One may question paying anyone that much money to “play a game.” But pro sports, especially football, is not just a game. The NFL, to paraphrase The Godfather II, is bigger than US Steel. Imagine Scrooge McDuck diving into gold coins or Mr. Burns and Smithers having a money fight, and one could envision how Dallas Cowboys owner Jerry Jones spends his weekends. As an old expression in the league goes: “Being an NFL franchise owner is like being a bartender on spring break. You don’t have to be good at it to make tons of money.”
The NFL is not only the most popular sports league in the country; it wins the Nielsen ratings with regularity, and this is television that people will actually sit through commercials to watch. Since the resulting billions of dollars are divided equally among the franchises, teams have dramatically increased in value. This is why former Browns and Ravens franchise owner Art Modell called his ownership brethren “28 capitalists who act like socialists.” Of course, it’s socialism for them, and brain injuries, non-guaranteed contracts, and a 100 percent injury rate for the players. Socialism for the bosses, cutthroat individualism for the rest.
The best example of billionaires failing upward in the NFL is, of course, Daniel Snyder, who, after 24 years of mismanagement, is being compelled to sell the Washington Commanders and will do so for more than $6 billion. He bought the team in 1999 with a loan-laden $800 million investment. Not a bad return for the most repugnant franchise owner in all of sports. (If I were to catalog all of Snyder’s myriad sins, this article would read like a James Michener book.) For Snyder, it ends with a platinum parachute, because to this remorseless, enormously wealthy league, it’s a rounding error.
The Ravens have had the cash all along. The only question has been much they’d have to cede and how much crow they’d have to eat. This has not been about money. It’s been about power. It’s about whether, to paraphrase Jim Brown, the gladiators will ever be able to own a piece of the colosseum.
The Ravens, clearly in an effort to entice Jackson to stay put, changed their team this offseason. They hired a new pass-first offensive coordinator and signed a more dangerous group of receivers. By refusing to give in, Jackson has molded this team to complement the kind of player he wants to be and the kind of offense he wants to run. This is about an athlete who, in an act of self-determination, grabbed control of his fate. And in the autocratic NFL, that just doesn’t happen very often.

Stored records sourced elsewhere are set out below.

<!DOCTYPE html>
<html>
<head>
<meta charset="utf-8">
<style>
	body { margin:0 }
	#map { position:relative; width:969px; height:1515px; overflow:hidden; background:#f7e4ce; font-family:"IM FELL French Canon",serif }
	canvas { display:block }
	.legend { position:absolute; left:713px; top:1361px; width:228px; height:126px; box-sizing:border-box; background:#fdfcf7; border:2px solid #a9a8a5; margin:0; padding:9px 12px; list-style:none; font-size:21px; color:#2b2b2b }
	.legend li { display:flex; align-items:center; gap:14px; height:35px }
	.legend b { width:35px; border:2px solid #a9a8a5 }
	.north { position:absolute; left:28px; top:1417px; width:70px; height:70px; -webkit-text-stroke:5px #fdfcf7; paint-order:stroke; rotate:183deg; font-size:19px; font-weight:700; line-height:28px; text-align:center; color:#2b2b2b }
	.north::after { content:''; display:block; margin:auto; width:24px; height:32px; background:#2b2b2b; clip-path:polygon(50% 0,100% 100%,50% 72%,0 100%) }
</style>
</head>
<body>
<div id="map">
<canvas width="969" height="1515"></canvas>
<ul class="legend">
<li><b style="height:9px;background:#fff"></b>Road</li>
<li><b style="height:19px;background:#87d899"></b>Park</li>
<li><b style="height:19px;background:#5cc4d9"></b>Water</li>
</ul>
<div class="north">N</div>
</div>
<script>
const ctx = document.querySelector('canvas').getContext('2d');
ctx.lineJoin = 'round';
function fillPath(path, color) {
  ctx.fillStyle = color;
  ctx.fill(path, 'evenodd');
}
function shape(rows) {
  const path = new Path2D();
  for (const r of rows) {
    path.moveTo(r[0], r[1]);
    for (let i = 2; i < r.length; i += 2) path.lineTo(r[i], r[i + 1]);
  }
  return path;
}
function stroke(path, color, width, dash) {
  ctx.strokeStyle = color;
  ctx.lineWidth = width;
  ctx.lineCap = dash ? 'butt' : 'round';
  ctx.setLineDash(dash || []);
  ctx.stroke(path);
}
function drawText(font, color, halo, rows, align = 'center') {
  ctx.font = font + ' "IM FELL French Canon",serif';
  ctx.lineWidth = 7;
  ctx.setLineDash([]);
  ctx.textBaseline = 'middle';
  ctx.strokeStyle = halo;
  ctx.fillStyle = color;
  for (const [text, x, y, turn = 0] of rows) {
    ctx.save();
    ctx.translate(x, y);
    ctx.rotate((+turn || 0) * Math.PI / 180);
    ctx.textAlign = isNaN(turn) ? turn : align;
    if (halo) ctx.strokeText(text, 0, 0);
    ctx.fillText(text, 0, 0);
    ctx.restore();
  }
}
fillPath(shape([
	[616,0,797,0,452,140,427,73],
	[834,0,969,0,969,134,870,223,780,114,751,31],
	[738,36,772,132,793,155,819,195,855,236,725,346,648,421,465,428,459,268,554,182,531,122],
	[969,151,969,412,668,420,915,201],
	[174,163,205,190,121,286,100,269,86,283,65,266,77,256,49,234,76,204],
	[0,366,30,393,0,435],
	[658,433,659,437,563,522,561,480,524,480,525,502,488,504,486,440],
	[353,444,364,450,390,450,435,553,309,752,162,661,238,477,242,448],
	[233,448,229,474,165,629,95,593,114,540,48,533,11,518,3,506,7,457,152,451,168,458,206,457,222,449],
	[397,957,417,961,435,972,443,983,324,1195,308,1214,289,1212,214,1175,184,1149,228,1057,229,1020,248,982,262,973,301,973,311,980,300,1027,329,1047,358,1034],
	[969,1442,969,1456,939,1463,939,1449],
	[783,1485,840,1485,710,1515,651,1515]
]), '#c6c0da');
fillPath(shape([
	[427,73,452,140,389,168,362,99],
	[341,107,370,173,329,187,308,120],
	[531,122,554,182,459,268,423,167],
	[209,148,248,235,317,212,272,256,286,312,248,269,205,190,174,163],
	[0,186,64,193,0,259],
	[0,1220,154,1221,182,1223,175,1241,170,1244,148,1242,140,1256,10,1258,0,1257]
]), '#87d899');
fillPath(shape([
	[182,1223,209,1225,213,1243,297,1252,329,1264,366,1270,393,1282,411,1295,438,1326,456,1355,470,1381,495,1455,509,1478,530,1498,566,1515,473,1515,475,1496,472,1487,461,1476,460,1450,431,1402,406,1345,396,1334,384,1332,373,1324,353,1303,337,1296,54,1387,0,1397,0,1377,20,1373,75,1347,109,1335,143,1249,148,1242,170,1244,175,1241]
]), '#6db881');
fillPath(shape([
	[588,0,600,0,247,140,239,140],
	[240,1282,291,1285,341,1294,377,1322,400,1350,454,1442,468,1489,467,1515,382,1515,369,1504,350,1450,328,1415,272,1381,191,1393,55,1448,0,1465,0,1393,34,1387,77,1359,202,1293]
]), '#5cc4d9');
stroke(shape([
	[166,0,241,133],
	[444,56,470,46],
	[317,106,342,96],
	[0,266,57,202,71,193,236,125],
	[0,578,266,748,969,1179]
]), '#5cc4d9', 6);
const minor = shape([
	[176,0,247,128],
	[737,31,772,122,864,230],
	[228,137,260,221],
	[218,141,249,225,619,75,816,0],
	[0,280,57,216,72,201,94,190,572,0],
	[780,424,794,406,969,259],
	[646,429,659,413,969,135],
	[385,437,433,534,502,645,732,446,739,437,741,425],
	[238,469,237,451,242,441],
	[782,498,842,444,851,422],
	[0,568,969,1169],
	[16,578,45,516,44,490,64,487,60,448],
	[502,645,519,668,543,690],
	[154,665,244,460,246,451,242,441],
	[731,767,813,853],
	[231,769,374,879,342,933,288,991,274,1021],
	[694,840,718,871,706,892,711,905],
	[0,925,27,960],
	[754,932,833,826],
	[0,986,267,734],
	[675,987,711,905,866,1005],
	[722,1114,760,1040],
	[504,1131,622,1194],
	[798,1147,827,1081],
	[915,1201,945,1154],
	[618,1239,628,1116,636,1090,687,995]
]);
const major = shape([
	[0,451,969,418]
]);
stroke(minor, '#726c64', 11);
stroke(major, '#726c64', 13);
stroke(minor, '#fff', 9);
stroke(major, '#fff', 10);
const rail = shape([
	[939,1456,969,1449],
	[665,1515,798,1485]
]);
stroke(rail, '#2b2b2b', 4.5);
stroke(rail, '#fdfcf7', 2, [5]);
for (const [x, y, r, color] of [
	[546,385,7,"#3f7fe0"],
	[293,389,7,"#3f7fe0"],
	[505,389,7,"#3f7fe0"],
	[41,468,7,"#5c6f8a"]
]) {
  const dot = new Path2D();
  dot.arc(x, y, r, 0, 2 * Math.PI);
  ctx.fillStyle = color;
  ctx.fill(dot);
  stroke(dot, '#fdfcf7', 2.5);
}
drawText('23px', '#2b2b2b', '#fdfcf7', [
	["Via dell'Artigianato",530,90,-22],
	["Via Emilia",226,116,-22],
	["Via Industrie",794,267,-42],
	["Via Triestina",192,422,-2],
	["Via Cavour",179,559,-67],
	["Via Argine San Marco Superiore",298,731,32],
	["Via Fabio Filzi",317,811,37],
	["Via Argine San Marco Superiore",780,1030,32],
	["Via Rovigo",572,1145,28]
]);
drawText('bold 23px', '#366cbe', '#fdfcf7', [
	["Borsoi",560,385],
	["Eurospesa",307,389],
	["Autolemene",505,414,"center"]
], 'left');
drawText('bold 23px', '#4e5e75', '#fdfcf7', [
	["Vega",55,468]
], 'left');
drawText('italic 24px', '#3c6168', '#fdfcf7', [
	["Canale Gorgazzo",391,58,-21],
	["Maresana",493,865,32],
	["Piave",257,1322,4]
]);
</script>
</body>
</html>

This rebel spirit was also seen in his insistence, despite much mockery, to use his mother as his agent, a move that had NFL media reaching for the smelling salts and agents for the Alka-Seltzer. Now, even without a Jerry Maguire leading the charge, Lamar will keep more of his money, as he said, “in the family.” The one shortcoming was a failure to have all of this money guaranteed. That day will come, but not today.
Jackson won this battle: a David against an army of Goliaths; a David against NFL owners openly colluding to not even offer the former MVP a contract, lest they hurt the Ravens’ leverage. Against all of this he stood firm. He is now the face of the team—and in many respects the face of the city. To be a quarterback is to be a leader, and there is no question who the leader is in the Baltimore Ravens locker room. During the most difficult moments of this negotiation, the players were universal in their support. Make no mistake: This kind of victory for a Black quarterback—a group historically denied, derided, and denigrated—is noticed beyond Maryland.
In Baltimore, Lamar is more than “just an athlete.” And now that legend is burnished further. He returns to Charm City with a contract in his pocket, as someone who looked at the NFL—with all their money and power—and made the billionaires blink.